Enabling Big Science
Collecting data is only half of the Big Science battle. Much like a carpenter needs a hammer and nails, your data scientists need the correct tools to effectively distill value from your data. All too often companies make the mistake of only considering how to store their data, when in reality storage is only one component of the big data tool belt. Ingestion, provisioning, cataloging, and querying must also be considered.
When designing the architecture of your big data ecosystem always be sure that enabling your data scientists is your top priority. The following diagram shows the components and flow of an environment ideal for effective data science. There are many technologies that can be used to provide each part of the architecture, but making sure you have each component is much more important than the specific technologies you choose to implement.
Self service provisioning system
Big Science happens in real time, so effective data scientists can’t wait for DBAs or system administrators to move data or create new data stores for them. A self service provisioning system should allow for autonomously creating sandboxes in any of the available data storage systems, whether that be a MapReduce environment, an MPP warehouse, or a text analytics engine. Data scientists should also be able to use the provisioning system to easily move data between environments. Just because a data set is best queried with MapReduce today doesn’t mean a new problem wont necessitate that it be queried with SQL tomorrow.
Central data catalog
A side effect of enabling self provisioning is that data can essentially become lost. A data scientist trying to solve a specific problem might create a new database table and load it with data from HDFS only to find that a MapReduce solution is more efficient. If users aren’t diligent about cleaning up after themselves they could potentially end up with unused data scattered throughout the environment. It also might be the case that two data scientists working on different problems create data sets that are essentially the same without even knowing it. Data repetition and unused data can both become serious problems that are easily solved with a central data catalog.
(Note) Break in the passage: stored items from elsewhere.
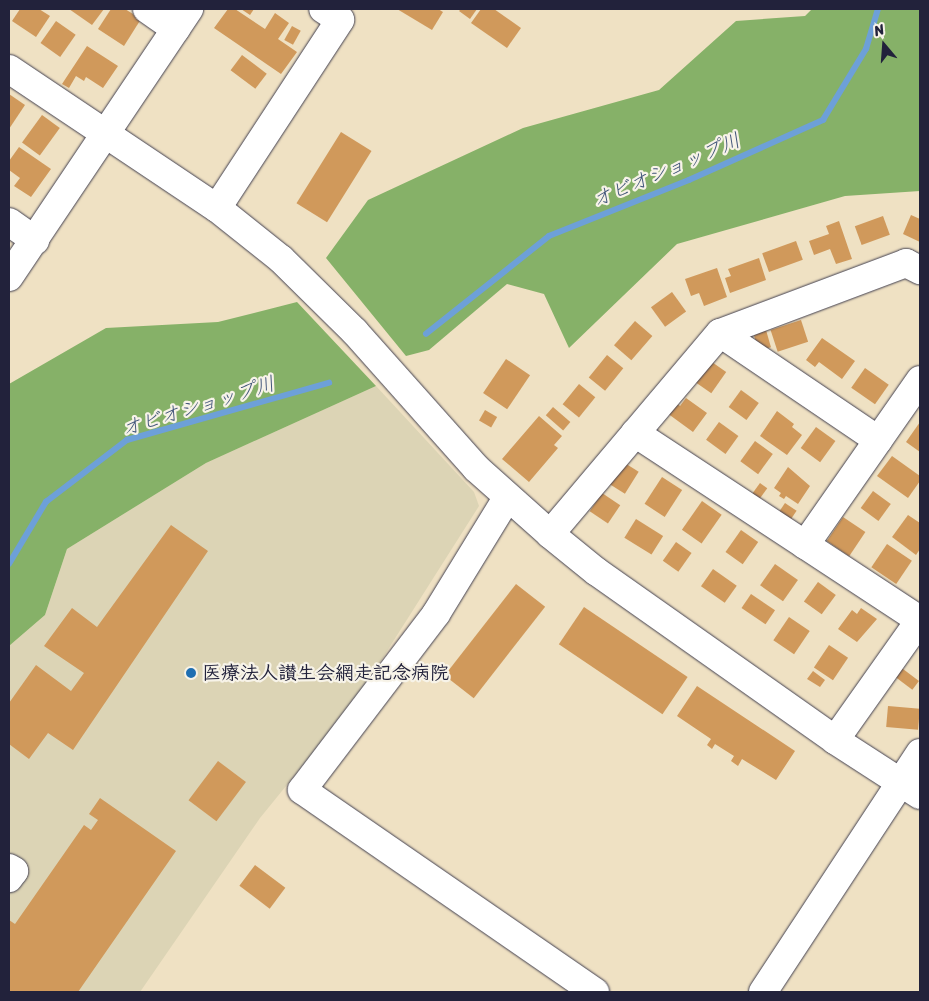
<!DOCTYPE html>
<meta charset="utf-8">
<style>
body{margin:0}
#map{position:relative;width:929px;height:1001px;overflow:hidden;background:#efe1c3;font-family:Sriracha,"Klee One",sans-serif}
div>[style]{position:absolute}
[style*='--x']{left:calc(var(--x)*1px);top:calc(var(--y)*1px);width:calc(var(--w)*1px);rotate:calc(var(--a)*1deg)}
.built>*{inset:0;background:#dcd4b5}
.forest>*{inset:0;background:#86b168}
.stream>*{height:5.5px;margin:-2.75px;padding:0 2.75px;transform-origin:2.75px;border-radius:2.75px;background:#6da0d8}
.building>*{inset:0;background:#d0995b;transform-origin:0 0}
.roads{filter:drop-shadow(0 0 1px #413f4f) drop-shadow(0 0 1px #413f4f)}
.minor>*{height:28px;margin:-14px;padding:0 14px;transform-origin:14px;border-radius:14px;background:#fff}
.dots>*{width:14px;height:14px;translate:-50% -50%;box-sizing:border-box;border:2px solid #f7f3e8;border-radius:50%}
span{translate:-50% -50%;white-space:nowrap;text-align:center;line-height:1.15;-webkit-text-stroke:4.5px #f7f3e8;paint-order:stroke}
.poi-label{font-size:19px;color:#22223b;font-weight:700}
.left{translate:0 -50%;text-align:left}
.water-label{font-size:20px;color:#40547a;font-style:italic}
.frame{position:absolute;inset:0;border:10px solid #22223b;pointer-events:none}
.north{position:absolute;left:859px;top:20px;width:50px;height:50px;-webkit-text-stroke:4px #f7f3e8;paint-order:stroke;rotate:342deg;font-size:14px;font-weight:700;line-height:20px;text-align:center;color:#22223b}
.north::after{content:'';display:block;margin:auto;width:18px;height:22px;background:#22223b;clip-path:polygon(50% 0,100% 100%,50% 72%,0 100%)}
</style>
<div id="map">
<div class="built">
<i style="clip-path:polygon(376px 386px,474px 492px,479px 506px,356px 700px,260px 818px,140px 992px,9px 992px,9px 646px,45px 615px,67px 549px,206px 463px)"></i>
</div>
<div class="forest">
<i style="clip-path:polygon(812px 9px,920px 9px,920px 191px,845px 196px,677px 244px,569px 348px,544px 294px,507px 284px,429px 350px,406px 356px,326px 258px,368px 200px,523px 128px,659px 90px,736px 21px,805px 16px)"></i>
<i style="clip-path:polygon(297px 302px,376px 386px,206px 463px,67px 549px,45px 615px,9px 646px,9px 384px,106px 328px,218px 322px)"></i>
</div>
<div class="stream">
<i style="--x:426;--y:334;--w:157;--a:-38.5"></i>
<i style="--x:549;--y:236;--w:151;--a:-21.8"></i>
<i style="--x:689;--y:180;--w:147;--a:-24.1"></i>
<i style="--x:823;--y:120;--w:83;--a:-58.8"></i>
<i style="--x:866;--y:49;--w:42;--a:-73.3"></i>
<i style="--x:9;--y:564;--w:72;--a:-59.2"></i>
<i style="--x:46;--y:502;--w:102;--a:-37.4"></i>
<i style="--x:127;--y:440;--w:210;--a:-15.8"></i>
</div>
<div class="building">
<i style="clip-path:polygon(20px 9px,39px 9px,50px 16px,36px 37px,12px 21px)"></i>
<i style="clip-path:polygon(69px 9px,104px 9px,92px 25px)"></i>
<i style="clip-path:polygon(111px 9px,125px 9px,141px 19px,124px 46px,98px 29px)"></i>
<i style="clip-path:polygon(228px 9px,235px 9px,265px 29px,275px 13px,289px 23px,278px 39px,297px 52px,281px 74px,214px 28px)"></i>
<i style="clip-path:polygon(241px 9px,254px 9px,250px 15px)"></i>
<i style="clip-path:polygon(397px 9px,438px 9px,443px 12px,432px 30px)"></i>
<i style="clip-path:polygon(461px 9px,477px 9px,470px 19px,459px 11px)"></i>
<i style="clip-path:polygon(481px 9px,494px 9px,521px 28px,507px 48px,471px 23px)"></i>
<i style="left:56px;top:21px;width:24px;height:27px;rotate:35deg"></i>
<i style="left:292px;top:26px;width:10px;height:16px;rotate:29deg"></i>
<i style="clip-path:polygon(87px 46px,118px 66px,103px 88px,86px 77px,84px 81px,76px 76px,69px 88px,62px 84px)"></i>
<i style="left:242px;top:55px;width:31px;height:19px;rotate:37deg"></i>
<i style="clip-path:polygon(9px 94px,25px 105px,9px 129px)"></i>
<i style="left:42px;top:115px;width:22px;height:34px;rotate:36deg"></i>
<i style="left:341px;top:132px;width:36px;height:84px;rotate:32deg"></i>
<i style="clip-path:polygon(19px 147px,51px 169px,31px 197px,14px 186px,20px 178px,9px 170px,9px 161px)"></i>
<i style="clip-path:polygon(911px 215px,920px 219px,920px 242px,903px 234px)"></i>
<i style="left:883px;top:216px;width:20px;height:30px;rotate:70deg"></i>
<i style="clip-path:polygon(839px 221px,852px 259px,836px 264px,830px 249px,814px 255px,809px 241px,829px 234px,826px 226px)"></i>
<i style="left:796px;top:241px;width:20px;height:36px;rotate:70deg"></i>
<i style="clip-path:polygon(759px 258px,766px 280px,730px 293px,725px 278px,731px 276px,728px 269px)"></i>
<i style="clip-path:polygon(717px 268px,727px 297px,704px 306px,699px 293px,691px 296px,685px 279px)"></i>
<i style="left:672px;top:292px;width:24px;height:26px;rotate:54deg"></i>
<i style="left:801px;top:320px;width:23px;height:32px;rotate:72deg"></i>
<i style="left:635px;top:321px;width:23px;height:32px;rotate:41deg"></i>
<i style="left:766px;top:330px;width:18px;height:13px;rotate:74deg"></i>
<i style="clip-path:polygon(822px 338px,855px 361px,842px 379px,819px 362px,815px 367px,806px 360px)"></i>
<i style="left:607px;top:355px;width:21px;height:29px;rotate:39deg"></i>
<i style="left:506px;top:359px;width:29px;height:41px;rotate:34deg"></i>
<i style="left:709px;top:360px;width:21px;height:26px;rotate:35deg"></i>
<i style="left:865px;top:368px;width:29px;height:24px;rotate:35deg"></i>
<i style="left:579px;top:384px;width:21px;height:26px;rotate:39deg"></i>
<i style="left:741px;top:390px;width:22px;height:21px;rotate:36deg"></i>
<i style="clip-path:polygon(686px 398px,707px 413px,693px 432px,667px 413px,675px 402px,680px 406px)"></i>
<i style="left:553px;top:407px;width:23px;height:11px;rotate:41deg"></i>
<i style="left:485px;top:410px;width:14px;height:12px;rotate:30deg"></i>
<i style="clip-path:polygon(777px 411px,794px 424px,792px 427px,802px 435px,787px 455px,760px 436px)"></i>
<i style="clip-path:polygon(539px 416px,562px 436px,554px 445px,558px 448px,529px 482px,502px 459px)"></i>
<i style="left:719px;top:422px;width:24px;height:22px;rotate:36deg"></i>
<i style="clip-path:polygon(920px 422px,920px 452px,906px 442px)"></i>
<i style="left:816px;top:427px;width:24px;height:26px;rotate:36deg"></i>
<i style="left:755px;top:441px;width:22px;height:25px;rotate:36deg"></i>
<i style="clip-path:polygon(892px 456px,920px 476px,920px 481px,908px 498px,877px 476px)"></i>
<i style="left:620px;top:460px;width:22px;height:26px;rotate:32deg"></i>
<i style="clip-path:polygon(788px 467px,810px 486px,798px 504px,786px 496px,784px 499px,779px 496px,781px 493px,774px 488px)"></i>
<i style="left:662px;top:477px;width:24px;height:32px;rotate:33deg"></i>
<i style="left:760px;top:483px;width:9px;height:17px;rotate:36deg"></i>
<i style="left:873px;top:491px;width:22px;height:21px;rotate:36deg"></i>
<i style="left:602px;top:493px;width:22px;height:22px;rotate:34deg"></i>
<i style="left:702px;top:501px;width:24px;height:35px;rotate:35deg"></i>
<i style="left:785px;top:503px;width:14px;height:13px;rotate:34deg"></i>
<i style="clip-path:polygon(908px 515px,920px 523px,920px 549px,916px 555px,892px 537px)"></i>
<i style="left:843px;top:517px;width:27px;height:29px;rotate:34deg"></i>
<i style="left:636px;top:519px;width:32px;height:22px;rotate:32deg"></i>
<i style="clip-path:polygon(171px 525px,208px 551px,73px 750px,48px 733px,29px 759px,9px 744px,9px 703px,36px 665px,71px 691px,84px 673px,44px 646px,72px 608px,97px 627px)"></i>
<i style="left:741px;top:530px;width:21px;height:27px;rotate:35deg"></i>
<i style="left:676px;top:542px;width:19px;height:23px;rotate:35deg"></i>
<i style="left:887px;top:544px;width:30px;height:28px;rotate:34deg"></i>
<i style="left:775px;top:564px;width:28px;height:26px;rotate:35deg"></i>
<i style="left:713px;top:569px;width:29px;height:21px;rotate:35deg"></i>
<i style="left:818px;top:582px;width:22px;height:24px;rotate:36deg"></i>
<i style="left:516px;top:584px;width:37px;height:116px;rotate:38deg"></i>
<i style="left:751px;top:594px;width:29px;height:17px;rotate:34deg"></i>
<i style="left:584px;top:607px;width:125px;height:45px;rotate:34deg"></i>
<i style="clip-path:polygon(861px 608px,877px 619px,857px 642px,838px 629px,852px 610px,857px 614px)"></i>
<i style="left:789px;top:617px;width:25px;height:28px;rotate:34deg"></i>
<i style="left:829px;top:645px;width:23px;height:27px;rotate:34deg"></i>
<i style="left:899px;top:666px;width:25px;height:11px;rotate:37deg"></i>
<i style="clip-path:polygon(813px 671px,825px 680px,820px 687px,807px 679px)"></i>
<i style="clip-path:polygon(697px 686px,795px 751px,776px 780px,742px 759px,738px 766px,731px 761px,734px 756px,715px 744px,712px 749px,707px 745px,711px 739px,677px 716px)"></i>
<i style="left:888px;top:706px;width:32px;height:21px;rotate:5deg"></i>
<i style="left:218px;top:761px;width:35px;height:49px;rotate:37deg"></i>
<i style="clip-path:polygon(100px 798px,176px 851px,78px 992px,9px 992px,9px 920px,15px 924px,84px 825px,91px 830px,98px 820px,89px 814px)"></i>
<i style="left:255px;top:865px;width:38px;height:26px;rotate:37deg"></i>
</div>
<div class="roads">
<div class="minor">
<i style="--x:147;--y:9;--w:35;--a:35"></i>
<i style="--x:9;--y:69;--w:250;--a:33.8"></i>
<i style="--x:217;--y:208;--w:82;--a:38.6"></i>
<i style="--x:281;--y:259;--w:104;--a:44.6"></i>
<i style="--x:355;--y:332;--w:182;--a:48.3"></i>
<i style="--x:476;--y:468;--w:99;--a:41.7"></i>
<i style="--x:550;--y:534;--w:60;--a:39"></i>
<i style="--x:597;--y:572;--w:291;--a:35.2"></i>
<i style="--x:835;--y:740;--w:101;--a:32.9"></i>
<i style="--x:217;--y:208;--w:225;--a:-56.8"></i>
<i style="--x:340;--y:20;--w:20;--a:-147"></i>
<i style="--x:9;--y:222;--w:32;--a:35"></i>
<i style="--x:9;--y:277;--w:323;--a:-56.1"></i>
<i style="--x:720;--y:333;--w:191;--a:34.1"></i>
<i style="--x:635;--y:433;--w:341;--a:33.3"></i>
<i style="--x:507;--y:498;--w:136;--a:121.5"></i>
<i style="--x:436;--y:614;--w:221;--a:127.3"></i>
<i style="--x:302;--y:790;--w:356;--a:34.6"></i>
<i style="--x:550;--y:534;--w:263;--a:-49.8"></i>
<i style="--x:720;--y:333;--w:199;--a:-20.6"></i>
<i style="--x:906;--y:263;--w:16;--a:27"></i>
<i style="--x:805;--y:545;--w:201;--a:-55.1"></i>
<i style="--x:835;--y:740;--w:147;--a:-54.7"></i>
<i style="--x:9;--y:868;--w:6;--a:31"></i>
<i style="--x:14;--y:871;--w:9;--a:126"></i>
<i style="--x:763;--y:992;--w:286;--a:-56.7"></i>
</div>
</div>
<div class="dots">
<i style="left:191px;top:673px;background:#1f6fb2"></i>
</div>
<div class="poi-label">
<span class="left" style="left:202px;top:673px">医療法人讃生会網走記念病院</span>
</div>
<div class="water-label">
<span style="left:666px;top:170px;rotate:-23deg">オビオショップ川</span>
<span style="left:198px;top:406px;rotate:-17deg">オビオショップ川</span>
</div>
<div class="frame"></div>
<div class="north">N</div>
</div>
A central data catalog should provide a single source of metadata for all the different data storage systems in the environment. It should allow data scientists to tag and track the data sets they are creating so it is easy to determine when unused data sets can be cleaned up. The central catalog should also be a social system that allows users to share information with each other. Data scientists should be able to share the data sets they create as well as information about how they used the data to solve their given problems.
Real time ingest
When possible, data should be brought into the system using a single, real time ingest point. Most use cases may not require real time data loading, but using a single system simplifies the process of bringing on new data source and making it real time gives you maximum future flexibility.
The most efficient real time ingestion systems are often in-memory solutions, so data should be passed from the real time system to a final data storage system as it is loaded. A DBA might have to determine which storage location is right for each new data store, but data scientists should have the ability to later choose a different data store through the self service provisioning system.
Although data will be coming into your system in real time, it often wont be queried by data scientists in real time. The primary benefit of having real time data is the automated alerting and push notification services that can utilize it. Different events, such as data outside of expected norms, can trigger alerts that notify individuals responsible for monitoring or correcting specific problems.
Notification services are especially useful in applications that deal with fraud detection, financial services, and system monitoring. When companies are quickly notified of critical events they can take immediate action to improve customer satisfaction or in some cases save significant amounts of money.
Types of data storage systems
The types of data storage systems you choose to implement in your environment will vary greatly depending on your data sources and business use cases. The three main categories of data storage systems are: structured, unstructured, and text. Most companies will deal with all three types of data at one time or another, so plan accordingly when designing your architecture. Also keep in mind that some hybrid systems will allow you to store multiple types of data in the same environment, so three different data stores may not be necessary.
Structured storage – Data warehouse
Structured data is the most common type of data companies deal with today. It can be broken into rows and columns with each record in each table having the same number of fields with the same data types. Structured data stores are most commonly queried through SQL. Most companies use them as a central place for reporting and long term data storage. Since many reports are business critical, proper resource management is key to allowing data scientists to work on the same system where production reporting is taking place.
An example of structured data:
Unstructured storage – NoSQL, Hadoop, etc.
An unstructured data store is capable of storing records that do not conform to the same format. Records of the same type can have a different number of attributes and they can even be of different types. SQL does not usually work well with this type of data, so it is most commonly queried using MapReduce or a similar programmatic query language. Data scientists typically use this type of data store for exploration of new ideas or answering one off questions. Unstructured storage can be used as a source for end-user facing reporting systems, but it is far more common for those applications to be connected to a structured data source.
An example of unstructured data:
"localhost",2013-02-01,"GET",200 Unexpected internal error 10.10.0.1,2013-02-02,"POST",405,"invalid request"
Text data is becoming more and more prevalent in corporate environments. Text sources include email, social media such as Facebook or Twitter, and documents such as Word or PDF. Text data is typically semi-structured, so is often combined with either the structured or unstructured data stores, but for most text analytics applications it is useful to have a system specialized for that type of work. Text data is used for eDiscovery, sentiment analysis, government intelligence, email classification, and many other emerging sources.
An example of text data:
"Subject","email@example.com",2013-02-01,"Very long body of an email message"
When planning the architecture of your Big Data Ecosystem be sure to provide your data scientists with all the tools they need to be successful. Spend time considering all the potential data sources your organization might have; don’t rush to technology decisions based on the current state of your architecture. It is tempting to provide your analysts with a single data storage and querying system, but not all data problems can be solved in a single environment. Give your data scientists the freedom and flexibility to choose the right platform for the job and the tools they need to collaborate and keep all the platforms organized.